Exercise objective
Begin at the top of the entries below and write out every line through the one containing "0 1.5px,transparent 0", excluding pictures.
────────────────
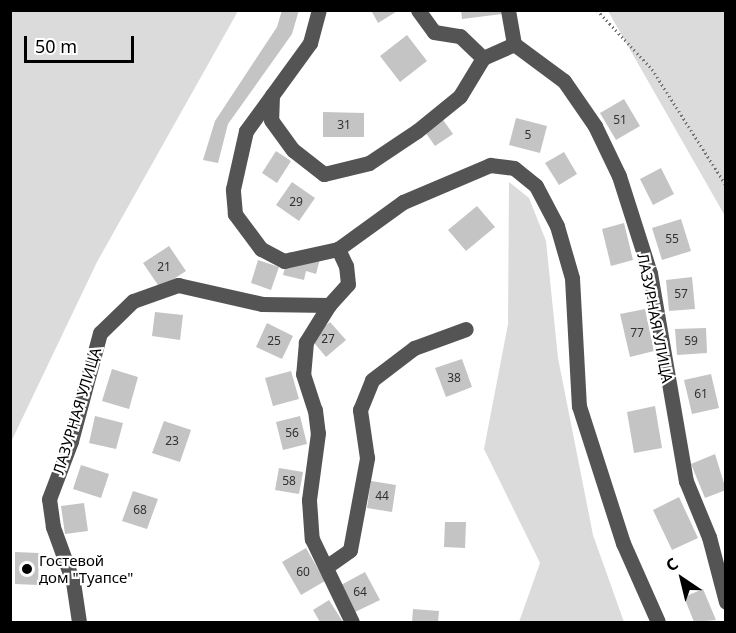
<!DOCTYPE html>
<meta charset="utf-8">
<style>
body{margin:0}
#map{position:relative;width:736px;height:633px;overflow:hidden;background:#fff;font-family:"Noto Sans",sans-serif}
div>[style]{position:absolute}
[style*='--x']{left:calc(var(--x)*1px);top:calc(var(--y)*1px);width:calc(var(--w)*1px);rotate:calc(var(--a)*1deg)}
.green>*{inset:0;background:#dbdbdb}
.building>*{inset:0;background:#c4c4c4}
.path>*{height:3px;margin-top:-1.5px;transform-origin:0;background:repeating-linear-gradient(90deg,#767676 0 1.5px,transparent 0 4.5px)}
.minor>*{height:15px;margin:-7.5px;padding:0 7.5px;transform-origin:7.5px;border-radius:7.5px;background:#545454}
.dots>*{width:16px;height:16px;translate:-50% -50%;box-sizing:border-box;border:3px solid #fff;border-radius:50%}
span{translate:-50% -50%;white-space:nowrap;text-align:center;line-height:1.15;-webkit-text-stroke:4.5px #fff;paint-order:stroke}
.number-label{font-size:12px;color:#313131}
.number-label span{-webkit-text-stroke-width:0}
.street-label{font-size:15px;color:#000}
.poi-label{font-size:15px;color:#000}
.left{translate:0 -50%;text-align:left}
.frame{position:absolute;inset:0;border:12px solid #000;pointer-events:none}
.north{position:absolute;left:652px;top:549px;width:60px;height:60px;-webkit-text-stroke:4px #fff;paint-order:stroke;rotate:325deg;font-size:16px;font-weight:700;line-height:24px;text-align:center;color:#000}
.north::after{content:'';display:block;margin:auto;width:21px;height:27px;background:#000;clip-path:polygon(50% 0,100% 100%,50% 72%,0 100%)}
.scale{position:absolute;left:24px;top:36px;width:110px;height:27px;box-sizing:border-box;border:3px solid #000;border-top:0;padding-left:8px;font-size:18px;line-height:21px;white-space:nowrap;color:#000;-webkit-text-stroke:4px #fff;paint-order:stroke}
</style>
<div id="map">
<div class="green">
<i style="clip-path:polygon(11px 10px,238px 11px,97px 262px,11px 442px)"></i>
<i style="clip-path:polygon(608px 11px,725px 11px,725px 216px)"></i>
<i style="clip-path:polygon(509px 182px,529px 198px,546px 241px,558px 358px,593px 535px,624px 622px,519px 622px,540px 563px,484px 449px,508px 324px)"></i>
</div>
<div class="building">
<i style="clip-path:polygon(282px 10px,299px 10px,292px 34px,228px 124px,218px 163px,203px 160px,215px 121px,277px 27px)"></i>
<i style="clip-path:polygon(371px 10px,399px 10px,378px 23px)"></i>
<i style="clip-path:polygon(461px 10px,502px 10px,502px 14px,462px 19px)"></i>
<i style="clip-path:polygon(407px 35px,427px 61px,400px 82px,380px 56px)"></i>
<i style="clip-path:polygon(624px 99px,640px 126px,616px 140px,600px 113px)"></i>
<i style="clip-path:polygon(323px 112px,364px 113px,364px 137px,323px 137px)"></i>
<i style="clip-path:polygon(441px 117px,453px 134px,435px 146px,423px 129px)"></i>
<i style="clip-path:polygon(516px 118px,547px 126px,540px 153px,509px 145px)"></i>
<i style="clip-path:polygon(276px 151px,291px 161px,277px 183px,262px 173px)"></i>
<i style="clip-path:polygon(564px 152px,577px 174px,559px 185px,545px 163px)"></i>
<i style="clip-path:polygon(661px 168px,674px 194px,653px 205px,640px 179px)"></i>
<i style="clip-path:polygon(292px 182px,315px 198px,299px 221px,276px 205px)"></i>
<i style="clip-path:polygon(477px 206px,495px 227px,466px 251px,448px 230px)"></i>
<i style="clip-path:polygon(681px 219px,691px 251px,662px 260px,652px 228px)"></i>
<i style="clip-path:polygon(624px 223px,633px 260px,611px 266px,602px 229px)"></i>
<i style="clip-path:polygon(169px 246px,186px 271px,160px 288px,143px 263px)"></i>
<i style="clip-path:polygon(289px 252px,320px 259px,316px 274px,306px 271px,304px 280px,283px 275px)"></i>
<i style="clip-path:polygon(258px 260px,279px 267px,271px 290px,251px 283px)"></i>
<i style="clip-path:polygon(692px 277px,695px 309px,669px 311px,666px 280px)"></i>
<i style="clip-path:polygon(645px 309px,654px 351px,630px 357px,620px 314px)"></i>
<i style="clip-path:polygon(155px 312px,183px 315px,180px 340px,152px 336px)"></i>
<i style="clip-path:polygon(330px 322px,346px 340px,326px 357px,310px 338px)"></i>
<i style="clip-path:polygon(267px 323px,293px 336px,282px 359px,256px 347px)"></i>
<i style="clip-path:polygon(706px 328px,707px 353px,677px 355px,675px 329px)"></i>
<i style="clip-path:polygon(462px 359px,472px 387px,446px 397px,435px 368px)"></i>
<i style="clip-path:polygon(112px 369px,138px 377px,129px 409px,102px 401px)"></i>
<i style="clip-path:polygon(291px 371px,299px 399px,273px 406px,265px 378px)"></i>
<i style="clip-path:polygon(711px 374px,719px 408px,692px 414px,684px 380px)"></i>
<i style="clip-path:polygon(655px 406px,662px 448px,634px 453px,627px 412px)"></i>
<i style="clip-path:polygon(95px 416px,123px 423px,116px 449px,89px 443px)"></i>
<i style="clip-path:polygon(300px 416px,307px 444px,283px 450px,276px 422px)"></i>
<i style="clip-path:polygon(164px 421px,191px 430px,180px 462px,152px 453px)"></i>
<i style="clip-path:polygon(715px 454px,726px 490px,705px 498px,691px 464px)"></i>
<i style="clip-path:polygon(81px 465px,109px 474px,101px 498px,73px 489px)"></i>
<i style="clip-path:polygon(279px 468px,303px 472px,299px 494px,275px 490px)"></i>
<i style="clip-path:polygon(371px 481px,396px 485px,392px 512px,367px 508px)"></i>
<i style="clip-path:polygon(133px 491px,158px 499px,147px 529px,122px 521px)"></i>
<i style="clip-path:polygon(679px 497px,698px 538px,672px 550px,653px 510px)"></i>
<i style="clip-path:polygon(84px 503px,88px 531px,65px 534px,61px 506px)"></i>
<i style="clip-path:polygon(445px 522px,466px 522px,465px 548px,444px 547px)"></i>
<i style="clip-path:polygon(306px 548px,325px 581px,301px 595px,282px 562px)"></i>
<i style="clip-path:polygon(15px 552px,39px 553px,38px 585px,15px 584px)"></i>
<i style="clip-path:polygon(365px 572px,380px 600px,355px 612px,341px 585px)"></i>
<i style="clip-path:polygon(703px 589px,716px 620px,694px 622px,684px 597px)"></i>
<i style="clip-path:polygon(329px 600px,343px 622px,320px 622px,313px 610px)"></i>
<i style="clip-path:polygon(413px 609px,439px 611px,438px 622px,412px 622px)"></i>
</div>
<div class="path">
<i style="--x:597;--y:10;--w:81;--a:47"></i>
<i style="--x:652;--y:69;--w:138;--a:57.5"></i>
</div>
<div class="minor">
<i style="--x:418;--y:10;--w:27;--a:54"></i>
<i style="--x:434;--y:32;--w:26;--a:9"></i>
<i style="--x:460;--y:36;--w:32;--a:44"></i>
<i style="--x:483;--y:58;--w:34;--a:-24"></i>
<i style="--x:514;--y:44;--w:62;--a:36.5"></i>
<i style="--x:564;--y:81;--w:55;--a:55.4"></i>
<i style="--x:595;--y:126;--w:55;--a:64.4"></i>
<i style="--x:619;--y:176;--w:102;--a:72.3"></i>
<i style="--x:650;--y:273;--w:211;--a:80.2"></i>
<i style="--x:686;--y:481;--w:61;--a:67.7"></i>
<i style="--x:709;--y:537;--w:67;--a:75.3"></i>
<i style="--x:508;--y:10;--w:35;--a:80"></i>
<i style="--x:272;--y:95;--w:25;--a:92"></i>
<i style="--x:271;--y:120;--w:37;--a:54"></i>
<i style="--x:293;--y:150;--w:39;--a:38"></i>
<i style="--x:324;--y:174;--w:46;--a:-13.7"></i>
<i style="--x:369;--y:163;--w:58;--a:-33.7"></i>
<i style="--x:417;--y:131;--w:55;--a:-39.1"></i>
<i style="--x:460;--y:96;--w:44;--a:-58.8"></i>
<i style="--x:338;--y:249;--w:80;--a:-35.9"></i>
<i style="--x:403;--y:202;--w:95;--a:-23"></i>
<i style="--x:490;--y:165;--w:24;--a:7"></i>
<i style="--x:514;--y:168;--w:28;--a:39"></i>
<i style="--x:536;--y:186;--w:45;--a:62.3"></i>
<i style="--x:557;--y:226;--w:54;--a:73.9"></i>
<i style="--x:572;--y:278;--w:128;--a:86.9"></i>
<i style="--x:579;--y:406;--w:144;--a:72.2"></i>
<i style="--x:623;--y:543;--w:86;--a:66.1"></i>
<i style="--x:329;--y:305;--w:44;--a:121.9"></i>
<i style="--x:306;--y:342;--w:32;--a:95"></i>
<i style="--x:303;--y:374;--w:38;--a:72"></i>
<i style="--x:315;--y:410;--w:23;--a:83"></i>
<i style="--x:318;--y:433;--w:68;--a:97.7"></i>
<i style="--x:309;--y:500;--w:39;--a:86"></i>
<i style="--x:312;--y:539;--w:92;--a:64.3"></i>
<i style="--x:326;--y:567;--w:29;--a:-35"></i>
<i style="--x:350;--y:550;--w:94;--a:-79.5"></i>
<i style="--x:367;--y:458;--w:49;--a:-98.3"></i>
<i style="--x:360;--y:410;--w:32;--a:-68"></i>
<i style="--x:372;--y:380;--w:53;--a:-37.3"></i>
<i style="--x:414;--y:348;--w:55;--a:-20.1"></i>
<i style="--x:79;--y:622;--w:40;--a:-98.5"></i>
<i style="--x:73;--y:582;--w:59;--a:-110"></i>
<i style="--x:53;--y:527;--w:28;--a:-98"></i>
<i style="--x:49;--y:499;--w:62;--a:-69.2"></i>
<i style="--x:71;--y:441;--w:112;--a:-75"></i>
<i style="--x:100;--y:333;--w:46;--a:-44.1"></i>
<i style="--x:133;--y:301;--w:48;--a:-19.6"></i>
<i style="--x:178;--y:285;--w:86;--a:12.7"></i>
<i style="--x:262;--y:304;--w:67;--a:0.9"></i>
<i style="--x:329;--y:305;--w:28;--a:-48"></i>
<i style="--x:348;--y:284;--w:18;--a:-96"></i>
<i style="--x:346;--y:266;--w:19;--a:-115"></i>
<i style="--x:338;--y:249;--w:55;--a:167.5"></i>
<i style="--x:284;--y:261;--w:26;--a:-152"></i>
<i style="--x:261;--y:249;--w:44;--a:-126.6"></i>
<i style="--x:235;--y:214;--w:25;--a:-95"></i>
<i style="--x:233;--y:189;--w:59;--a:-77.4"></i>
<i style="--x:246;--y:131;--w:109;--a:-54"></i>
<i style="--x:310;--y:43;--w:34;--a:-75"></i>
</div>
<div class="dots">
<i style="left:27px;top:569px;background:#000"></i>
</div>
<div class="number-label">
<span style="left:620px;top:120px">51</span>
<span style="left:344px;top:125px">31</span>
<span style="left:528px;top:135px">5</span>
<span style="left:296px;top:202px">29</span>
<span style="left:672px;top:239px">55</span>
<span style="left:164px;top:267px">21</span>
<span style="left:681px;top:294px">57</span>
<span style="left:637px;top:333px">77</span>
<span style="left:328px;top:339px">27</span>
<span style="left:274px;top:341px">25</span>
<span style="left:691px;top:341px">59</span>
<span style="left:454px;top:378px">38</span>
<span style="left:701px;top:394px">61</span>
<span style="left:292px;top:433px">56</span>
<span style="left:172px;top:441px">23</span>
<span style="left:289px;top:481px">58</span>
<span style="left:382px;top:496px">44</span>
<span style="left:140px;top:510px">68</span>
<span style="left:303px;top:572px">60</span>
<span style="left:360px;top:592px">64</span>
</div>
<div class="street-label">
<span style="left:655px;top:318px;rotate:79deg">ЛАЗУРНАЯ УЛИЦА</span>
<span style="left:77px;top:411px;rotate:-73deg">ЛАЗУРНАЯ УЛИЦА</span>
</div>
<div class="poi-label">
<span class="left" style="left:39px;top:569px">Гостевой<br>дом "Туапсе"</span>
</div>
<div class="frame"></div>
<div class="north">С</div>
<div class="scale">50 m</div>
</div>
────────────────
Answer to the problem
<!DOCTYPE html>
<meta charset="utf-8">
<style>
body{margin:0}
#map{position:relative;width:736px;height:633px;overflow:hidden;background:#fff;font-family:"Noto Sans",sans-serif}
div>[style]{position:absolute}
[style*='--x']{left:calc(var(--x)*1px);top:calc(var(--y)*1px);width:calc(var(--w)*1px);rotate:calc(var(--a)*1deg)}
.green>*{inset:0;background:#dbdbdb}
.building>*{inset:0;background:#c4c4c4}
.path>*{height:3px;margin-top:-1.5px;transform-origin:0;background:repeating-linear-gradient(90deg,#767676 0 1.5px,transparent 0 4.5px)}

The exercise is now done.